L’État demande des efforts aux Français et aux collectivités territoriales qu’il ne s’impose pas à lui-même. L’effort exigé des administrations publiques locales (Apul) n’a jamais été atteint au cours des quarante dernières années.

Pourtant le rapporteur général de la commission des finances à l’Assemblée nationale, Jean-René Cazeneuve, l’a reconnu : « La situation sera difficile pour les collectivités territoriales l’année prochaine […] et elle le sera aussi pour l’État français, pour les entreprises et pour tout le monde. Il faut partager cet effort entre les différentes administrations – c’est une question de responsabilité. »

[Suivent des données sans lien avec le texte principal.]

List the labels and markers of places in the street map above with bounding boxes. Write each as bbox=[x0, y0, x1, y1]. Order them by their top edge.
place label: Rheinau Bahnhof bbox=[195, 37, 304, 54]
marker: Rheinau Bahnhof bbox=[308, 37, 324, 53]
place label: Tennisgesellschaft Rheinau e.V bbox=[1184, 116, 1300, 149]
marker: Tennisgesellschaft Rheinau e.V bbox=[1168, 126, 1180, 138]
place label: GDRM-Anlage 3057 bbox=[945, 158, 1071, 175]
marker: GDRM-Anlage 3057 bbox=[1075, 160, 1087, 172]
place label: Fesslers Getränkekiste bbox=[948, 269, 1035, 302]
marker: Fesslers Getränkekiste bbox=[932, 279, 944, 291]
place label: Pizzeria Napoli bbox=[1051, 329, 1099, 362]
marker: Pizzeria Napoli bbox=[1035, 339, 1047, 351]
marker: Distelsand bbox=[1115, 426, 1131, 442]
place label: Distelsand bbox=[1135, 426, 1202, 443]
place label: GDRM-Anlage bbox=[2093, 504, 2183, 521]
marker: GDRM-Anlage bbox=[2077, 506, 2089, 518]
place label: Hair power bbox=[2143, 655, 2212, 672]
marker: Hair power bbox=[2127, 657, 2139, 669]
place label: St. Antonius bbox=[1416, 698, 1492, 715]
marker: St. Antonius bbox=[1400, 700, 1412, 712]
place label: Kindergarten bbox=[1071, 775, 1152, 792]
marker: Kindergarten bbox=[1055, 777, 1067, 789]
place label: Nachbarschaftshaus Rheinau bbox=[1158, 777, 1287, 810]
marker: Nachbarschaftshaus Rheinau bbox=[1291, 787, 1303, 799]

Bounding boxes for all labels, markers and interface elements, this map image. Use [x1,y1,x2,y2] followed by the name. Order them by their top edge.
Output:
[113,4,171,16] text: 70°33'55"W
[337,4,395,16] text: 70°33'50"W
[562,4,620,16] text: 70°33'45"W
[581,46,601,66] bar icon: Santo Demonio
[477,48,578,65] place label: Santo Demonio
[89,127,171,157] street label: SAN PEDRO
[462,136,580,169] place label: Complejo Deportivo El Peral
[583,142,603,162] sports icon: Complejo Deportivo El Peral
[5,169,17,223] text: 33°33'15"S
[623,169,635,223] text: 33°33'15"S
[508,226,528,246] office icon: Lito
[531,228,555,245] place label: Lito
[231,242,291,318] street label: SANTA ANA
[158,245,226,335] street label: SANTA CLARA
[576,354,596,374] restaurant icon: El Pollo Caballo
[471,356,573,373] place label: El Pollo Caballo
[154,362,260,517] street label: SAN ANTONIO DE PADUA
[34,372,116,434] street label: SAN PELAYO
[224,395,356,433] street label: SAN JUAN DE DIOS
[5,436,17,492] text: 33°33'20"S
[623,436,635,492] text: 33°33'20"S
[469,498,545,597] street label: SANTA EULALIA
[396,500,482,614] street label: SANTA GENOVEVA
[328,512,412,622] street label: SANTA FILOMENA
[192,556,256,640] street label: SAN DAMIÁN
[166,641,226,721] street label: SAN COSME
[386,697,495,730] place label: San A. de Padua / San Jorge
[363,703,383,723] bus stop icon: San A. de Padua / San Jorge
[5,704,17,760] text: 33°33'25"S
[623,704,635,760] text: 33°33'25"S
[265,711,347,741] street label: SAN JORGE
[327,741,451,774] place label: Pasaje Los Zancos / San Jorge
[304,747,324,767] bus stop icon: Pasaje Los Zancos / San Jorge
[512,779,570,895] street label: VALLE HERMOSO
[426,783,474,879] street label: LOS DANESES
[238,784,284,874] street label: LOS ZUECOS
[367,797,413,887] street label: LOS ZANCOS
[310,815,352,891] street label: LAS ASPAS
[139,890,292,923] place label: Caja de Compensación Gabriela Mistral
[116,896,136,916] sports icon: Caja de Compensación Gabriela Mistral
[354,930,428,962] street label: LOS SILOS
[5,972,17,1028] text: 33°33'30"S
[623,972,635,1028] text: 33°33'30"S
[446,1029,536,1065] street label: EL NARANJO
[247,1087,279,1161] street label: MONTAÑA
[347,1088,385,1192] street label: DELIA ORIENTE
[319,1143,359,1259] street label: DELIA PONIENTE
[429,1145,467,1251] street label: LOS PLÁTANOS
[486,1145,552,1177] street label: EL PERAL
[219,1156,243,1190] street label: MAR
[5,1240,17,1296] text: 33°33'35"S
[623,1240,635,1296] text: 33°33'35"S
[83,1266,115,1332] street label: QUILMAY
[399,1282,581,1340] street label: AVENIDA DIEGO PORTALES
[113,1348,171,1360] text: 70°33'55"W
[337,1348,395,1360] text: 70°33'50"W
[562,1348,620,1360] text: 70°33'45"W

L’effort que nous demandons à l’État, qui vient d’être exposé par notre rapporteur, est, toute chose égale par ailleurs, plus faible que pour les collectivités. En effet, l’indice de prix des dépenses communales, le « panier du maire », estimé sur le premier semestre 2022, fait apparaître une évolution de 4, 8 % sur quatre trimestres glissants. Sur la même période, l’indice des prix à la consommation hors tabac n’avait progressé que de 3, 4 %. Le différentiel s’est encore accru au cours des deuxième et troisième trimestres.

Par ailleurs, plusieurs textes législatifs récents contraignent les budgets locaux à plus ou moins long terme. En tout premier lieu, la loi Climat et résilience du 22 août 2021. C’est un effort nécessaire auquel les collectivités sont prêtes ; encore faut-il qu’elles en aient les moyens.

La maîtrise de la dépense publique ne se décrète pas ; elle se construit dans la durée. Gérard Longuet reviendra sur cette thématique en l’illustrant avec deux politiques publiques.

C’est parce que vous niez cette réalité que vous avez imposé aux grandes collectivités les contrats de Cahors. Vous vous êtes félicités des résultats, alors même qu’ils ne sont que la conséquence des efforts de gestion rendus nécessaires par la contraction des concours financiers de l’État sur la période 2014-2017.

Le Gouvernement indique avoir conçu un nouveau dispositif : les contrats de confiance.